Re: Missing double quotes around table and column names

Alok Menghrajani Tue, 09 Dec 2014 10:07:16 -0800

On Tue, Dec 9, 2014 at 12:45 AM, Lukas Eder <[email protected]> wrote:
>
>
> 2014-12-09 0:37 GMT+01:00 Alok Menghrajani <[email protected]>:
>>
>> On Mon, Dec 1, 2014 at 11:23 PM, Lukas Eder <[email protected]> wrote:
>> > There is certainly room for improvement in that area. The two modes of
>> > operation are very similar in the way they're used throughout the API as
>> > both operations simply require String arguments, and String doesn't have
>> > have a semantics per se.
>>
>> Correct. You could require the raw SQL statements to be wrapped in
>> DSL.raw():
>>
>> DSL.select().from(DSL.raw("plain SQL table"))
>
>
> "raw()" by itself would be insufficient, because there are currently four
> different types of objects that can be constructed this way: Schema, Table,
> Field, and Sequence. It would be inevitable to call those methods
> rawSchema(), rawTable(), rawField(), rawSequence() ... or just ... schema(),
> table(), field(), sequence() :-)


DSL.raw() does not need to actually return an escaped string. It could
return an object, something like:

class RawString {
  private String raw;

  public RawString(String raw) {
    this.raw = raw;
  }

  public String escapeForSchema() {
    ...
  }
  public String escapeForTable() {
    ...
  }
  etc.
}

RawString's escape methods would then get called by the API as needed.
DSL.raw() could be seen as a promise to escape your string, once the
context is known.

> but see more on that below...
>
>> vs
>>
>> DSL.drop("tableByName")
>>
>> The advantage of doing this is that:
>> * Forgetting to do something (i.e. forgetting to call DSL.raw) does
>> not lead to potentially unsafe code.
>
>
> That's a good point, although, you're inserting strings into the API. This
> has an implicit feel of "ooh, am I doing this right?" I agree, though that
> terms like "raw" would make users even more alert.
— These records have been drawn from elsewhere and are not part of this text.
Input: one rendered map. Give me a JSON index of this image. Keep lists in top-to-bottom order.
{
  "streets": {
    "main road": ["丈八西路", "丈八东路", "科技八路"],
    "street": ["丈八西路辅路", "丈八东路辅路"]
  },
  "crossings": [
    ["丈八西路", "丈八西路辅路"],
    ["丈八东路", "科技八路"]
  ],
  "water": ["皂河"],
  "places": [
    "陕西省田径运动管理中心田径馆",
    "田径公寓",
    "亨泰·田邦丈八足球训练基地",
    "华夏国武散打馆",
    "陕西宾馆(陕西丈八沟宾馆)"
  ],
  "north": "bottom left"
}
I'm glad we agree on the same things :)

> I personally think that explicitness is most useful with the "*ByName"
> semantics where Strings must only contain schema/table/field/sequence
> identifiers, which is a big feature reduction compared to raw/plain SQL from
> a cognitive perspective. Many people currently get this wrong.
>
> With plain SQL, you will always know what's going on when reading the code,
> though, I suspect? E.g. these two:
>
> DSL.using(configuration)
>    .select(count(VBL_DEFAULT.ID))
>    .from(table("vbl_default partition(p_04-Dec-14)"))
>    .where(...);
>
> and
>
> DSL.using(configuration)
>    .select(count(VBL_DEFAULT.ID))
>    .from("vbl_default partition(p_04-Dec-14)")
>    .where(...);
>
> Specifically, the version where a String is passed to "from" seems
> particularly readable to me.

To me, it's unclear in which case it's ok to use externally controlled
strings and in which case it's not ok. I would love to get the opinion
of all the other people on this list.

>> * If DSL.raw is used consistently, it makes it easy to audit / setup a
>> commit hook / highlight things at code review time / etc.
>
>
> This could also be achieved with a new annotation, which could be checked
> via JSR-308. I've had a very interesting discussion with spec lead Mike
> Ernst recently, about the potential of JSR-308 validation of the current
> @Support annotations to check that only API supported by the underlying
> database is used. He was absolutely thrilled by the idea of doing this in
> jOOQ, he almost forgot his dinner ;-)
>
> In any case, I've registered an issue for adding @PlainSQL annotations:
> https://github.com/jOOQ/jOOQ/issues/3851
>
> No matter how we evolve this, it would be useful to annotated potentially
> dangerous methods this way. We have already added the same SQL injection
> warning in all Javadocs, but formal client-side validation might be even
> better. We'll be doing some research and blog about JSR-308 pretty soon...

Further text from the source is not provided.